[Instructions to follow]: Return each line of the listing in which the word "stream" appears.
____ Material for this exercise
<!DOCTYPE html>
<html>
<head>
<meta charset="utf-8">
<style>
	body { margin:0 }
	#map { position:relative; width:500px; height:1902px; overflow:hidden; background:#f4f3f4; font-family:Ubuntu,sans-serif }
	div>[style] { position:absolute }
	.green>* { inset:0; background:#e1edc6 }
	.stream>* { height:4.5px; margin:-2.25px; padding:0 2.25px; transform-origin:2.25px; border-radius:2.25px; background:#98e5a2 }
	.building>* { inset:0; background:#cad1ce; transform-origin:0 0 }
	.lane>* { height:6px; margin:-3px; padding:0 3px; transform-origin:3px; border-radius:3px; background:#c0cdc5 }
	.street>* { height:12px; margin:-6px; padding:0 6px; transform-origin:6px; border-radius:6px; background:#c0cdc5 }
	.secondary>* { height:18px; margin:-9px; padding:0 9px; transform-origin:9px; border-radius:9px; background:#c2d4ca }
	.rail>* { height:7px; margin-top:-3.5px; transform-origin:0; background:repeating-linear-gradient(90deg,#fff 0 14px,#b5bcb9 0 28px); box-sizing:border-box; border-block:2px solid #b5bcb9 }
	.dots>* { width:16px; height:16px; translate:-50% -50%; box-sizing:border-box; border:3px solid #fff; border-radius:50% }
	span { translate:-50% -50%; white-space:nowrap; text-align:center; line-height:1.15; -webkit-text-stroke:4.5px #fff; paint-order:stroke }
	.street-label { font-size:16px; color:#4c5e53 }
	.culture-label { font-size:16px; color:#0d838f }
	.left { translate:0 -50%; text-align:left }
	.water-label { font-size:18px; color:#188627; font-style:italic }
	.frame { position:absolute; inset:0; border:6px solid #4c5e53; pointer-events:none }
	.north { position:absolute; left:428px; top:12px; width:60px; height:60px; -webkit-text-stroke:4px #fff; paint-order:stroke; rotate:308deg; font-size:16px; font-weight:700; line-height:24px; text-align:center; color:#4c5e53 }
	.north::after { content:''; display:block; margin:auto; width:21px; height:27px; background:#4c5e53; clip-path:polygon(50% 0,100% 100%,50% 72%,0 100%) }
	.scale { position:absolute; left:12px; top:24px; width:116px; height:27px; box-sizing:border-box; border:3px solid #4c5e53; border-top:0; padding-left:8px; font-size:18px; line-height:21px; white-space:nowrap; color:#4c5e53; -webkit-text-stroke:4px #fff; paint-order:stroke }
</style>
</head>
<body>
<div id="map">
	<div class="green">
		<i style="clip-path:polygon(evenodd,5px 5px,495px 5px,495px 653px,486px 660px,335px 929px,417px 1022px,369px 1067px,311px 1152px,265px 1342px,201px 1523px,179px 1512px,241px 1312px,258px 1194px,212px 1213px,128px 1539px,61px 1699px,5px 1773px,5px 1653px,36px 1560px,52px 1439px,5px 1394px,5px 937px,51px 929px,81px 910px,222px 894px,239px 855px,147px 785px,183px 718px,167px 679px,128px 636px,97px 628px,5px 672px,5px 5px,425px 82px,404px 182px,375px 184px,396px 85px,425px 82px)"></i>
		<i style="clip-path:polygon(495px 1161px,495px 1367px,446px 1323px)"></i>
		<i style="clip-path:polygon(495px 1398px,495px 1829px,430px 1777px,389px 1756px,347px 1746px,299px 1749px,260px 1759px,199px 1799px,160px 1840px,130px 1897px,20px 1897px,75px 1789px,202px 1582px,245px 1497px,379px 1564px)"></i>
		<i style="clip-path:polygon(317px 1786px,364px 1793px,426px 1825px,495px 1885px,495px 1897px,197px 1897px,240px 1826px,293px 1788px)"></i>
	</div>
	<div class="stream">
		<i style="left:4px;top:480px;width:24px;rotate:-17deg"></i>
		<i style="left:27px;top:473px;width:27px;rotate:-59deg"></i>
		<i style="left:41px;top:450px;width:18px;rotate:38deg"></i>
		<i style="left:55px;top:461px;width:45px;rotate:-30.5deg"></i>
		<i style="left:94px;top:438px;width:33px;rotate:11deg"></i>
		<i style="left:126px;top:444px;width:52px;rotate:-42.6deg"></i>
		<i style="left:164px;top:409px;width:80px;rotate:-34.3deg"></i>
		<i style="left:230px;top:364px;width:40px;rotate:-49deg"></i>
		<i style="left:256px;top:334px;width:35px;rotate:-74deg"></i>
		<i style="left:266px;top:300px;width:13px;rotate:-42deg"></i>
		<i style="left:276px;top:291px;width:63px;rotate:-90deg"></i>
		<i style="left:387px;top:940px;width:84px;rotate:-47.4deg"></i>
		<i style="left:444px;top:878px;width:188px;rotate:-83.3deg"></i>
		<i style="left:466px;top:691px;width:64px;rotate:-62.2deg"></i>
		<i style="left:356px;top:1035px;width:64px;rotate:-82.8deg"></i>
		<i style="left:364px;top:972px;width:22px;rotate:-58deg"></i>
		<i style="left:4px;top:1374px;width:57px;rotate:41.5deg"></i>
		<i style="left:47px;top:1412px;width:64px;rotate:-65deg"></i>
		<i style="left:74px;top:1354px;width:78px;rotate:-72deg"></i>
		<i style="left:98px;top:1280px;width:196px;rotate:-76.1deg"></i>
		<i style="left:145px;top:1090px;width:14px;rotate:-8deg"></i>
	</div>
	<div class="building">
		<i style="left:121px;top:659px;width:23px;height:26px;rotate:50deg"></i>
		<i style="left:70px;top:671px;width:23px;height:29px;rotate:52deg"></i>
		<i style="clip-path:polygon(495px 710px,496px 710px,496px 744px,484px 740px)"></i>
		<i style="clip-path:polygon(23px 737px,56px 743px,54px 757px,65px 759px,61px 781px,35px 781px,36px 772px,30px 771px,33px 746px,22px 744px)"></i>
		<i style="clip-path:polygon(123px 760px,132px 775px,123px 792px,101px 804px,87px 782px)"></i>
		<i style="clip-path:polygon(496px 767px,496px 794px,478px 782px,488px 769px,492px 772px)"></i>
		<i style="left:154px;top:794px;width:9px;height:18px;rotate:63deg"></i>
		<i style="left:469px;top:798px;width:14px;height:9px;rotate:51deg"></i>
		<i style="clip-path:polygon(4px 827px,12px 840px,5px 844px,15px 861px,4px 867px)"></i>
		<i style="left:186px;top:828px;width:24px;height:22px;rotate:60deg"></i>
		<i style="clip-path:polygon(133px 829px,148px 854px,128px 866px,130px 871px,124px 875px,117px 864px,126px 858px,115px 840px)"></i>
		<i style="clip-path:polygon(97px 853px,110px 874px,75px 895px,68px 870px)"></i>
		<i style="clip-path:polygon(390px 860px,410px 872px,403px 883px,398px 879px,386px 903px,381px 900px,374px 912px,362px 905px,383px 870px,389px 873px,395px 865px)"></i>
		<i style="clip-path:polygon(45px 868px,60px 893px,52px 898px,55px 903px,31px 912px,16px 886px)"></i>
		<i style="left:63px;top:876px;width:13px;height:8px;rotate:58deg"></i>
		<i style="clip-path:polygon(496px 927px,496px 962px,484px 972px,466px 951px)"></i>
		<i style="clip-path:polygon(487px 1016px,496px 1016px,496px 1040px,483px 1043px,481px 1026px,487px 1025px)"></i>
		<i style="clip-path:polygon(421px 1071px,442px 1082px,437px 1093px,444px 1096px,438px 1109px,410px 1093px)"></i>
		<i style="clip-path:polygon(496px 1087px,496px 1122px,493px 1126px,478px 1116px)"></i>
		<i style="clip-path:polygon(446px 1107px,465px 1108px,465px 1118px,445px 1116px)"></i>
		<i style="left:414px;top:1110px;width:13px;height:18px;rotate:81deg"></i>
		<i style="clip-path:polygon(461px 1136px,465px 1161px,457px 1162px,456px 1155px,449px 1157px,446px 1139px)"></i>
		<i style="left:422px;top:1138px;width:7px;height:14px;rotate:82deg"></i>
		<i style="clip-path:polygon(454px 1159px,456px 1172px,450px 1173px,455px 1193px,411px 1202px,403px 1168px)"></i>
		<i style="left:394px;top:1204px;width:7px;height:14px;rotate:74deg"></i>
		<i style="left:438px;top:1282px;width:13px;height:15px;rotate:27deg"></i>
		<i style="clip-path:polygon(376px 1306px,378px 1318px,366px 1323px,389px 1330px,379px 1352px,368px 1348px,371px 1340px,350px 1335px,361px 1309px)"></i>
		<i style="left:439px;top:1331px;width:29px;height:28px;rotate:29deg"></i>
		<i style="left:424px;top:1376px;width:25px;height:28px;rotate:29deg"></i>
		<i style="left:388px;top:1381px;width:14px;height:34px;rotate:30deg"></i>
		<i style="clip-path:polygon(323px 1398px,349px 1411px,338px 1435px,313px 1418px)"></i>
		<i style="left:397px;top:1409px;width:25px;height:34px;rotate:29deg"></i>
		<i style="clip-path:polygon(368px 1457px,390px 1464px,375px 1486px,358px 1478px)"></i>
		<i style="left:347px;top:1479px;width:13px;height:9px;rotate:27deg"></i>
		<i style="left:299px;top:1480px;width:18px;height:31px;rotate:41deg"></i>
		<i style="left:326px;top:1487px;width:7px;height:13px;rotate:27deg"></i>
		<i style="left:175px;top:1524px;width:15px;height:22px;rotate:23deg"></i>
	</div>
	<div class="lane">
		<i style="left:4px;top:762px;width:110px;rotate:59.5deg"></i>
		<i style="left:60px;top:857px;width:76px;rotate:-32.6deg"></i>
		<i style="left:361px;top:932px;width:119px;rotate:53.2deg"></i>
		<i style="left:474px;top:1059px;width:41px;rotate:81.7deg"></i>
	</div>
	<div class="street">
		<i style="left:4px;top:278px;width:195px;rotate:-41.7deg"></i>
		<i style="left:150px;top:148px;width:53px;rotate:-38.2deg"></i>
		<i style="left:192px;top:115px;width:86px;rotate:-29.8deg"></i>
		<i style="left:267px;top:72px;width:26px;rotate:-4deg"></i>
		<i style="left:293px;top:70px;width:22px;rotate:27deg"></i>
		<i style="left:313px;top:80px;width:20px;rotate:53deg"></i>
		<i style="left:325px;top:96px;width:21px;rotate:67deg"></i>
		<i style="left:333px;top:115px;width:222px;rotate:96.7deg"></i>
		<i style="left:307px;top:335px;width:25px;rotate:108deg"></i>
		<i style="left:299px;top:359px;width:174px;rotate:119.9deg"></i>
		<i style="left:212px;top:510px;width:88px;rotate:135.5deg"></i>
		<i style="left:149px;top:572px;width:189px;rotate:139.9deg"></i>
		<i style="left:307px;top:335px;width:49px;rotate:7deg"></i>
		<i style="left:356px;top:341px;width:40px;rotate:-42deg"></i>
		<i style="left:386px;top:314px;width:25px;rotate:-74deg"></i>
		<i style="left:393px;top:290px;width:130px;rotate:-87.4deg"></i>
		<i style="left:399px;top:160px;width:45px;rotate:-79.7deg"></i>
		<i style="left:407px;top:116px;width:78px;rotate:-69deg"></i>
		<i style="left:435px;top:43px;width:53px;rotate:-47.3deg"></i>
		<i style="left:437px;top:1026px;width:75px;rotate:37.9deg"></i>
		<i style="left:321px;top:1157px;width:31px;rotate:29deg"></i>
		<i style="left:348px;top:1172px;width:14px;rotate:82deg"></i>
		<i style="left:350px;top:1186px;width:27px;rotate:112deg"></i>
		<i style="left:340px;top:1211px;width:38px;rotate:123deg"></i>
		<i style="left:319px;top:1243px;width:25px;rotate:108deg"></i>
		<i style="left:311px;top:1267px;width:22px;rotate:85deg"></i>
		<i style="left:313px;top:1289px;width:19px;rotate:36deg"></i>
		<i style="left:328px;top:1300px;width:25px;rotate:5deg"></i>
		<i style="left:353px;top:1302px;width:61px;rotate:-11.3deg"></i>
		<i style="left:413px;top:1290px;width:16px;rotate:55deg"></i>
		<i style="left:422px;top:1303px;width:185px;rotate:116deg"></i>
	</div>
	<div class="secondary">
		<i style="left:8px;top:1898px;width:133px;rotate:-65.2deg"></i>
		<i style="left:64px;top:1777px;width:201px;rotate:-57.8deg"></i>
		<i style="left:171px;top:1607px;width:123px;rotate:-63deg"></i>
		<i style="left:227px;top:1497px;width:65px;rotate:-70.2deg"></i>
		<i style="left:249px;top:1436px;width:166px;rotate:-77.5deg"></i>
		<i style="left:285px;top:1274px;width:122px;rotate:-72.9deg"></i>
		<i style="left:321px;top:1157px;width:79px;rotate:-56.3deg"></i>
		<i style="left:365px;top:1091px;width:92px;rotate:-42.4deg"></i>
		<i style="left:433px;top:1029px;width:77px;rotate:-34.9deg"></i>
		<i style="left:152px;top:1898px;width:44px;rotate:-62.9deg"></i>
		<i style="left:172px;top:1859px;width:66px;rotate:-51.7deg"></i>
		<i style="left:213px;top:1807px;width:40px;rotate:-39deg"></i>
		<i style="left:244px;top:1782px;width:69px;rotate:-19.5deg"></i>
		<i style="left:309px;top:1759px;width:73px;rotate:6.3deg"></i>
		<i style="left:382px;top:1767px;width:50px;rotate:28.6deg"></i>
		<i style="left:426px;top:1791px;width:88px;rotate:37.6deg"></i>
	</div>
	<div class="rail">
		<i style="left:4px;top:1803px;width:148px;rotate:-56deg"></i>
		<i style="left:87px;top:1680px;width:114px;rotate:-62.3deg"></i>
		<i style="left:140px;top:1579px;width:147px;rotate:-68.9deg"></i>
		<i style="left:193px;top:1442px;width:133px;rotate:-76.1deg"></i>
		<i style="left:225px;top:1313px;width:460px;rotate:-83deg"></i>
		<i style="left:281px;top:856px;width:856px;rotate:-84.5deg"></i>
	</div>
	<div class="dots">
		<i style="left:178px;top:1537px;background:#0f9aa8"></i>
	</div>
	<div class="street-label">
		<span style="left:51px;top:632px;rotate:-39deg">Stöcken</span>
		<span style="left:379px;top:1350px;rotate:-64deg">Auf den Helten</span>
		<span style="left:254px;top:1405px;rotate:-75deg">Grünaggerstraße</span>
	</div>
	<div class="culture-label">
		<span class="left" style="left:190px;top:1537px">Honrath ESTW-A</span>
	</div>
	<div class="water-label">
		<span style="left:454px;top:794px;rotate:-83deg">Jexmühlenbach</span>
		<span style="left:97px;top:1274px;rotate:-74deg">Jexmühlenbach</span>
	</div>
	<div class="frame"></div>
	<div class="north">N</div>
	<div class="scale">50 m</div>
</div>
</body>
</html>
________
[Answer section]:
	.stream>* { height:4.5px; margin:-2.25px; padding:0 2.25px; transform-origin:2.25px; border-radius:2.25px; background:#98e5a2 }
	<div class="stream">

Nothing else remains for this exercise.